■ **EXERCISE BRIEF**: Begin at the top of the entries below and write out every line through the one containing "filter:drop-shadow(0 0 1px", excluding pictures.

(Extracted records)
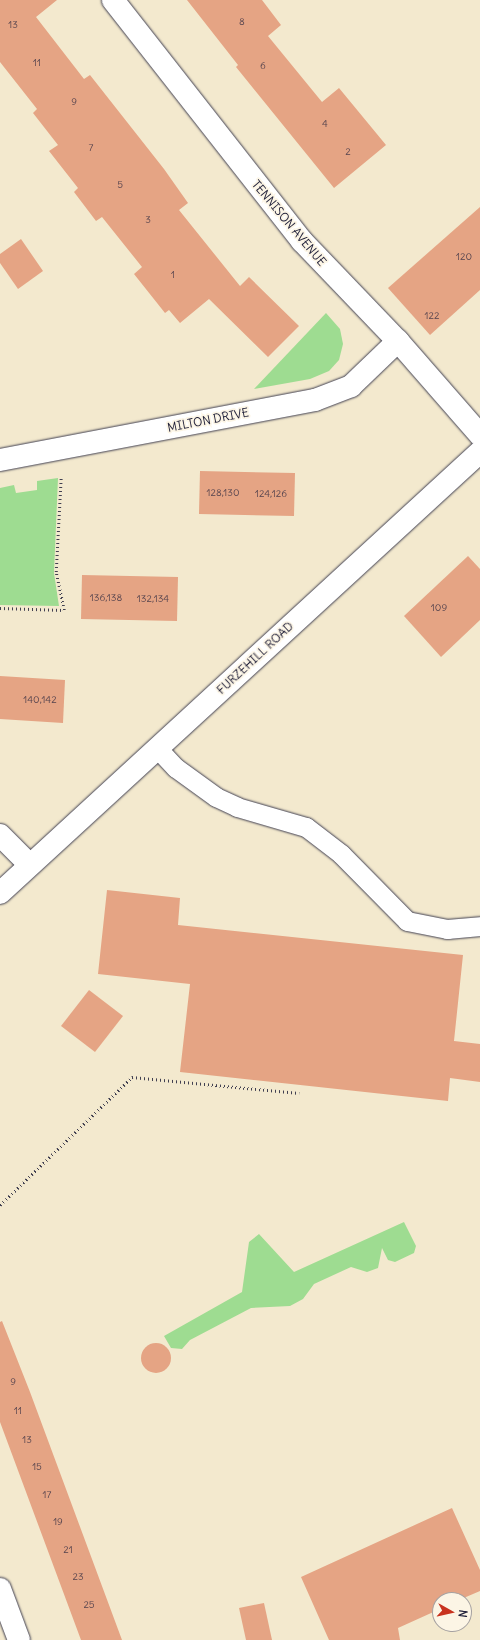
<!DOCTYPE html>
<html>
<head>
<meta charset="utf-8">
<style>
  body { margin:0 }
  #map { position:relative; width:480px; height:1640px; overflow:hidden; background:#f3e9ce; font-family:Delius,sans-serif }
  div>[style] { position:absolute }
  .green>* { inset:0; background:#9edc91 }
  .building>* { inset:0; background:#e5a484 }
  .round { border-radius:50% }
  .path>* { height:2.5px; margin-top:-1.25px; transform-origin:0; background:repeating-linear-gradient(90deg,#414051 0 1px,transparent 0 4px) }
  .roads { filter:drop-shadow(0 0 1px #414051) drop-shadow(0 0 1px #414051) }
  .lane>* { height:19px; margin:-9.5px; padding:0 9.5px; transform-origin:9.5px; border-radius:9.5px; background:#fff }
  .street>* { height:22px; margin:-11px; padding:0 11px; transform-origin:11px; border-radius:11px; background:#fff }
  .secondary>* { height:22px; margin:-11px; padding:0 11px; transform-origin:11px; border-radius:11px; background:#fff }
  span { translate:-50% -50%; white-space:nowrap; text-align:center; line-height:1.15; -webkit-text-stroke:3.5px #fcf5e5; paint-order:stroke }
  .number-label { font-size:10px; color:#53424d }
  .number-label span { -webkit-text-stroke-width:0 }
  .street-label { font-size:12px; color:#22223b }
  .north { position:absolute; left:432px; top:1592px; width:40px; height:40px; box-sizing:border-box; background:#fcf5e5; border:1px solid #a5a1a1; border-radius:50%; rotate:98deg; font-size:11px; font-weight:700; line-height:16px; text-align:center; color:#22223b }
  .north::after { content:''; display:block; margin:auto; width:14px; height:18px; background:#c8321e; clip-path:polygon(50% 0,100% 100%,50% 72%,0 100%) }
</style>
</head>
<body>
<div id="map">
  <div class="green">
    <div style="clip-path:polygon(326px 313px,340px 329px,343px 344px,339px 360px,329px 371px,310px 379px,254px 389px)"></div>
    <div style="clip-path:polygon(58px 478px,54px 573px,59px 606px,0 605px,0 488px,14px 485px,16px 493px,37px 490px,37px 481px)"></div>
    <div style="clip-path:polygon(404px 1222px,416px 1246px,414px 1253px,395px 1262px,388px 1260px,382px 1248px,378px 1268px,367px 1272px,351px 1267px,314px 1284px,303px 1299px,290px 1306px,251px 1308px,190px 1340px,182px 1349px,171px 1348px,164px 1336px,242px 1292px,249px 1242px,259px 1234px,294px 1272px)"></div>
  </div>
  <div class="building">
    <div style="clip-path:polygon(0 0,57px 0,36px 17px,84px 79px,90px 75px,164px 169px,188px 203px,179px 210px,240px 286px,249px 277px,299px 326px,268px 357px,209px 299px,180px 323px,169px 310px,165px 313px,134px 274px,142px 267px,102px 217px,96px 221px,74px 192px,78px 188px,49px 151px,58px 145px,33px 113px,37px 109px,0 62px)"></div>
    <div style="clip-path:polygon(187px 0,262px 0,281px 25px,268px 36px,322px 102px,339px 88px,386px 145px,334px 188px,236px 67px,238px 65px)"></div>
    <div style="clip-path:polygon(480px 207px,480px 290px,430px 335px,388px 288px)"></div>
    <div style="clip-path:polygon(21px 239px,43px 271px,18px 289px,0 263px,0 254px)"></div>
    <div style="clip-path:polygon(200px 471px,295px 473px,294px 516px,199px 514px)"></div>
    <div style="clip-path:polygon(468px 556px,480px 569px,480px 620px,441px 657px,404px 616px)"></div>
    <div style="clip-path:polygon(82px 575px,178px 577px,177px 621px,81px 619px)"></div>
    <div style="clip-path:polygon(0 676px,65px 680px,63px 723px,0 719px)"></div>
    <div style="clip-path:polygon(107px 890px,180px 898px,178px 925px,463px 955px,454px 1041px,480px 1044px,480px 1082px,450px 1078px,448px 1101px,180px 1072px,190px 984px,98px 974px)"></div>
    <div style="clip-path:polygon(89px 990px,123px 1016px,95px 1052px,61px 1026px)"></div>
    <div style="clip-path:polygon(2px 1321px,30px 1392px,122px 1640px,81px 1640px,55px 1570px,0 1422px,0 1322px)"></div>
    <div class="round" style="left:141px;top:1343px;width:30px;height:30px"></div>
    <div style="clip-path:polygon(452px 1508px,480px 1570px,480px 1591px,459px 1600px,440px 1600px,440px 1609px,398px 1628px,400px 1640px,329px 1640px,301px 1577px)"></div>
    <div style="clip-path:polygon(264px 1603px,272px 1640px,246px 1640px,239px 1608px)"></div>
  </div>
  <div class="path">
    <div style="left:0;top:608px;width:64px;rotate:1.8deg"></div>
    <div style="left:64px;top:610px;width:39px;rotate:-102deg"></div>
    <div style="left:56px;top:572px;width:95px;rotate:-87deg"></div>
    <div style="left:0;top:1205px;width:184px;rotate:-44.1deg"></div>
    <div style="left:132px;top:1077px;width:168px;rotate:5.5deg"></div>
  </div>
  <div class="roads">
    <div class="lane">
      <div style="left:158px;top:749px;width:26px;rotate:47deg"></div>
      <div style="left:176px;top:768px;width:49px;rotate:35.9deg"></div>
      <div style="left:216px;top:797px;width:23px;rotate:25deg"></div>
      <div style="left:237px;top:807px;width:72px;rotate:16.2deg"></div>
      <div style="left:306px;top:827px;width:44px;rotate:37.6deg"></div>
      <div style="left:341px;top:854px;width:94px;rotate:45.4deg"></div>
      <div style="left:407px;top:921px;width:41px;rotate:11.3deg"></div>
      <div style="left:447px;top:929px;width:33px;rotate:-5deg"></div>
    </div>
    <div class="street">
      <div style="left:113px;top:0;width:306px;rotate:51.9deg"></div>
      <div style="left:302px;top:241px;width:139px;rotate:46.2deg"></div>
      <div style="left:398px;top:341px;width:125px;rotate:48.9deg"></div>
      <div style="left:0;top:460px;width:321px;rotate:-10.8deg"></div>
      <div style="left:315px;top:400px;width:39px;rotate:-21deg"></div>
      <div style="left:351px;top:386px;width:65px;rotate:-43.8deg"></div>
      <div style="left:0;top:835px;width:42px;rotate:45deg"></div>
      <div style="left:0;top:1589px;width:54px;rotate:69.6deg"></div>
    </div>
    <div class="secondary">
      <div style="left:0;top:893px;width:652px;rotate:-42.58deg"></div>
    </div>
  </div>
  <div class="number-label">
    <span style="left:242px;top:22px">8</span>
    <span style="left:13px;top:25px">13</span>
    <span style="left:37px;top:63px">11</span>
    <span style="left:263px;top:66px">6</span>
    <span style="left:74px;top:102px">9</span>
    <span style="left:325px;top:124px">4</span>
    <span style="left:91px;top:148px">7</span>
    <span style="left:348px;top:152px">2</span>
    <span style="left:120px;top:185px">5</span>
    <span style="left:148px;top:220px">3</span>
    <span style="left:464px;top:257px">120</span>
    <span style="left:173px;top:275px">1</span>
    <span style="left:432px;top:316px">122</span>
    <span style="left:223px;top:493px">128,130</span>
    <span style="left:271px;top:494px">124,126</span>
    <span style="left:106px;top:598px">136,138</span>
    <span style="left:153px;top:599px">132,134</span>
    <span style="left:439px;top:608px">109</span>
    <span style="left:40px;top:700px">140,142</span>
    <span style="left:13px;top:1382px">9</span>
    <span style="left:18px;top:1411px">11</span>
    <span style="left:27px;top:1440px">13</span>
    <span style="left:37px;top:1467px">15</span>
    <span style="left:47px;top:1495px">17</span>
    <span style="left:58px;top:1522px">19</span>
    <span style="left:68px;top:1550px">21</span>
    <span style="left:78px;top:1577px">23</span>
    <span style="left:89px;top:1605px">25</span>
  </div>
  <div class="street-label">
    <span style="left:289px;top:223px;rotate:50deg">TENNISON AVENUE</span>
    <span style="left:208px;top:420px;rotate:-11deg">MILTON DRIVE</span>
    <span style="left:255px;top:658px;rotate:-43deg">FURZEHILL ROAD</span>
  </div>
  <div class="north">N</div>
</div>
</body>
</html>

■ **WRITTEN REPLY**:
<!DOCTYPE html>
<html>
<head>
<meta charset="utf-8">
<style>
  body { margin:0 }
  #map { position:relative; width:480px; height:1640px; overflow:hidden; background:#f3e9ce; font-family:Delius,sans-serif }
  div>[style] { position:absolute }
  .green>* { inset:0; background:#9edc91 }
  .building>* { inset:0; background:#e5a484 }
  .round { border-radius:50% }
  .path>* { height:2.5px; margin-top:-1.25px; transform-origin:0; background:repeating-linear-gradient(90deg,#414051 0 1px,transparent 0 4px) }
  .roads { filter:drop-shadow(0 0 1px #414051) drop-shadow(0 0 1px #414051) }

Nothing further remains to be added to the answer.